[Stored data]
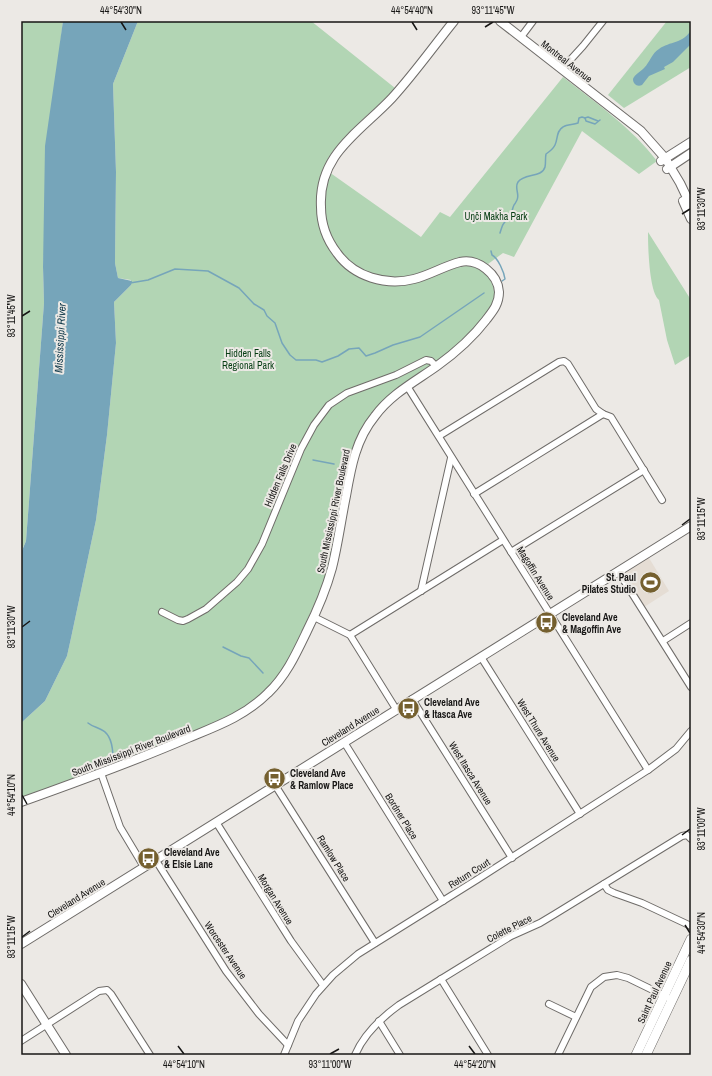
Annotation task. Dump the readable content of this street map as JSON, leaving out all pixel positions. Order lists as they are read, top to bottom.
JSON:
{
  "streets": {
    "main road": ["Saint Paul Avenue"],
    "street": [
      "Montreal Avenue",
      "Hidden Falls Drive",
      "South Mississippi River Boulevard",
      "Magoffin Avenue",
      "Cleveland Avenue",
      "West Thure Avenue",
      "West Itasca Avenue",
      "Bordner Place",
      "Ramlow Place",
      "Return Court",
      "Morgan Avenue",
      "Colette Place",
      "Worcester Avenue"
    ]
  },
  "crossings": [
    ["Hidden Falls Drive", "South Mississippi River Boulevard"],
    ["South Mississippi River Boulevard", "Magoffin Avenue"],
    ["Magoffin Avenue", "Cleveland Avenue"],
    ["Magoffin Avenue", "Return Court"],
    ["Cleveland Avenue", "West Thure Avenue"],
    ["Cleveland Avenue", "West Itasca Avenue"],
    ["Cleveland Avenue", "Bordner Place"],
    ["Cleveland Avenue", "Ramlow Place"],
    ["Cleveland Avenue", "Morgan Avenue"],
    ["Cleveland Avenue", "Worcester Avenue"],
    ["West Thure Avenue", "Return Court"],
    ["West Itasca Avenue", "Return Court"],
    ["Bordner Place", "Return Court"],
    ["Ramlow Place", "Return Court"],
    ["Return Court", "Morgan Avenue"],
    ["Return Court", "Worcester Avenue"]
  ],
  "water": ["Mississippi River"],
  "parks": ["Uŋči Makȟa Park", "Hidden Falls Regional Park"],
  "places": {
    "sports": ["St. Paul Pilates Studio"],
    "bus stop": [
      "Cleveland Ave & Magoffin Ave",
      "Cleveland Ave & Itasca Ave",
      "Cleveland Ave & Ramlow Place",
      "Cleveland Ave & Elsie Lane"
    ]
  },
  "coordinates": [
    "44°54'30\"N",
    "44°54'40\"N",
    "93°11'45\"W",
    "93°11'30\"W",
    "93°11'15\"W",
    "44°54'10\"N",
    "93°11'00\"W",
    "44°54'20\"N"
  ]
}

AIM OF THE EXERCISE
Return the preceding entries exactly, each word as given, but leave out any picture.

TASK ANSWER
Annotation task. Dump the readable content of this street map as JSON, leaving out all pixel positions. Order lists as they are read, top to bottom.
JSON:
{
  "streets": {
    "main road": ["Saint Paul Avenue"],
    "street": [
      "Montreal Avenue",
      "Hidden Falls Drive",
      "South Mississippi River Boulevard",
      "Magoffin Avenue",
      "Cleveland Avenue",
      "West Thure Avenue",
      "West Itasca Avenue",
      "Bordner Place",
      "Ramlow Place",
      "Return Court",
      "Morgan Avenue",
      "Colette Place",
      "Worcester Avenue"
    ]
  },
  "crossings": [
    ["Hidden Falls Drive", "South Mississippi River Boulevard"],
    ["South Mississippi River Boulevard", "Magoffin Avenue"],
    ["Magoffin Avenue", "Cleveland Avenue"],
    ["Magoffin Avenue", "Return Court"],
    ["Cleveland Avenue", "West Thure Avenue"],
    ["Cleveland Avenue", "West Itasca Avenue"],
    ["Cleveland Avenue", "Bordner Place"],
    ["Cleveland Avenue", "Ramlow Place"],
    ["Cleveland Avenue", "Morgan Avenue"],
    ["Cleveland Avenue", "Worcester Avenue"],
    ["West Thure Avenue", "Return Court"],
    ["West Itasca Avenue", "Return Court"],
    ["Bordner Place", "Return Court"],
    ["Ramlow Place", "Return Court"],
    ["Return Court", "Morgan Avenue"],
    ["Return Court", "Worcester Avenue"]
  ],
  "water": ["Mississippi River"],
  "parks": ["Uŋči Makȟa Park", "Hidden Falls Regional Park"],
  "places": {
    "sports": ["St. Paul Pilates Studio"],
    "bus stop": [
      "Cleveland Ave & Magoffin Ave",
      "Cleveland Ave & Itasca Ave",
      "Cleveland Ave & Ramlow Place",
      "Cleveland Ave & Elsie Lane"
    ]
  },
  "coordinates": [
    "44°54'30\"N",
    "44°54'40\"N",
    "93°11'45\"W",
    "93°11'30\"W",
    "93°11'15\"W",
    "44°54'10\"N",
    "93°11'00\"W",
    "44°54'20\"N"
  ]
}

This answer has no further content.